Directions for this task: Set the material down again exactly, line by line, skipping each picture.

>>>>

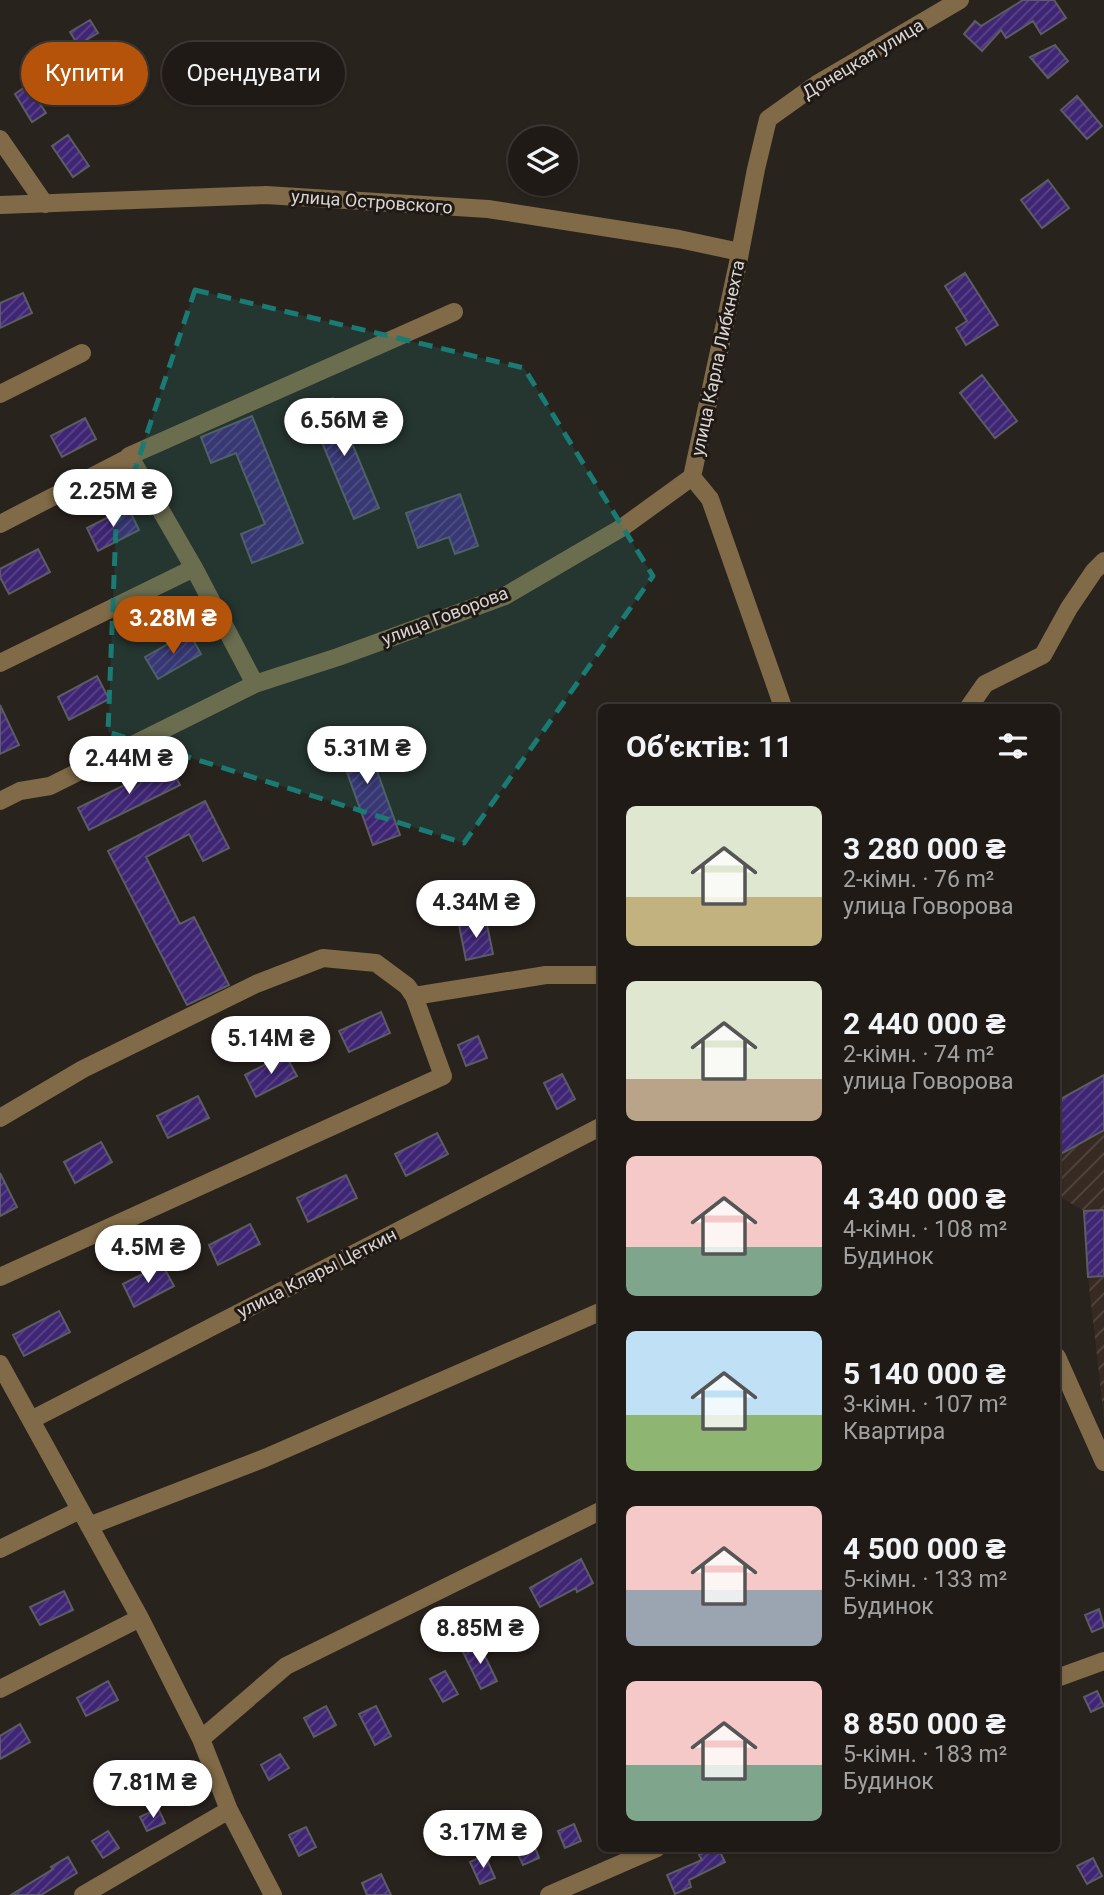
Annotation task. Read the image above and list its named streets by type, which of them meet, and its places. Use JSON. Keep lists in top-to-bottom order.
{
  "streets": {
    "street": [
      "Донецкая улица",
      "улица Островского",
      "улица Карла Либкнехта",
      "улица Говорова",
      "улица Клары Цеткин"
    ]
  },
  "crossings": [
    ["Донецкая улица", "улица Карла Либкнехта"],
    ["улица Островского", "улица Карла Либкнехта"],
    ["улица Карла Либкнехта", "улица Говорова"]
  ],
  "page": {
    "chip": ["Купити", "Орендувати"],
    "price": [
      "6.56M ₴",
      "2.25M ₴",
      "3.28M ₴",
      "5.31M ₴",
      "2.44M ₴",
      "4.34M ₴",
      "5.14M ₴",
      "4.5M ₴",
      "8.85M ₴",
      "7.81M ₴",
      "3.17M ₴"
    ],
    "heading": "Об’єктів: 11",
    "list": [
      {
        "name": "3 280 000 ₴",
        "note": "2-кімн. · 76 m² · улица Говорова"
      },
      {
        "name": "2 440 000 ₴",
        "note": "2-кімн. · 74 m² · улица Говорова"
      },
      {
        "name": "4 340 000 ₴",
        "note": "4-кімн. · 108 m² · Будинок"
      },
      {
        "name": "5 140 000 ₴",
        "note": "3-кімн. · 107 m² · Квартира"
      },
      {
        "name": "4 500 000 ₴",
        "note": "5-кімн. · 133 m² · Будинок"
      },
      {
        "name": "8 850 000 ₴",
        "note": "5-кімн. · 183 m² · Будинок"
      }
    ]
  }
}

<<<<

Result for this exercise:
Annotation task. Read the image above and list its named streets by type, which of them meet, and its places. Use JSON. Keep lists in top-to-bottom order.
{
  "streets": {
    "street": [
      "Донецкая улица",
      "улица Островского",
      "улица Карла Либкнехта",
      "улица Говорова",
      "улица Клары Цеткин"
    ]
  },
  "crossings": [
    ["Донецкая улица", "улица Карла Либкнехта"],
    ["улица Островского", "улица Карла Либкнехта"],
    ["улица Карла Либкнехта", "улица Говорова"]
  ],
  "page": {
    "chip": ["Купити", "Орендувати"],
    "price": [
      "6.56M ₴",
      "2.25M ₴",
      "3.28M ₴",
      "5.31M ₴",
      "2.44M ₴",
      "4.34M ₴",
      "5.14M ₴",
      "4.5M ₴",
      "8.85M ₴",
      "7.81M ₴",
      "3.17M ₴"
    ],
    "heading": "Об’єктів: 11",
    "list": [
      {
        "name": "3 280 000 ₴",
        "note": "2-кімн. · 76 m² · улица Говорова"
      },
      {
        "name": "2 440 000 ₴",
        "note": "2-кімн. · 74 m² · улица Говорова"
      },
      {
        "name": "4 340 000 ₴",
        "note": "4-кімн. · 108 m² · Будинок"
      },
      {
        "name": "5 140 000 ₴",
        "note": "3-кімн. · 107 m² · Квартира"
      },
      {
        "name": "4 500 000 ₴",
        "note": "5-кімн. · 133 m² · Будинок"
      },
      {
        "name": "8 850 000 ₴",
        "note": "5-кімн. · 183 m² · Будинок"
      }
    ]
  }
}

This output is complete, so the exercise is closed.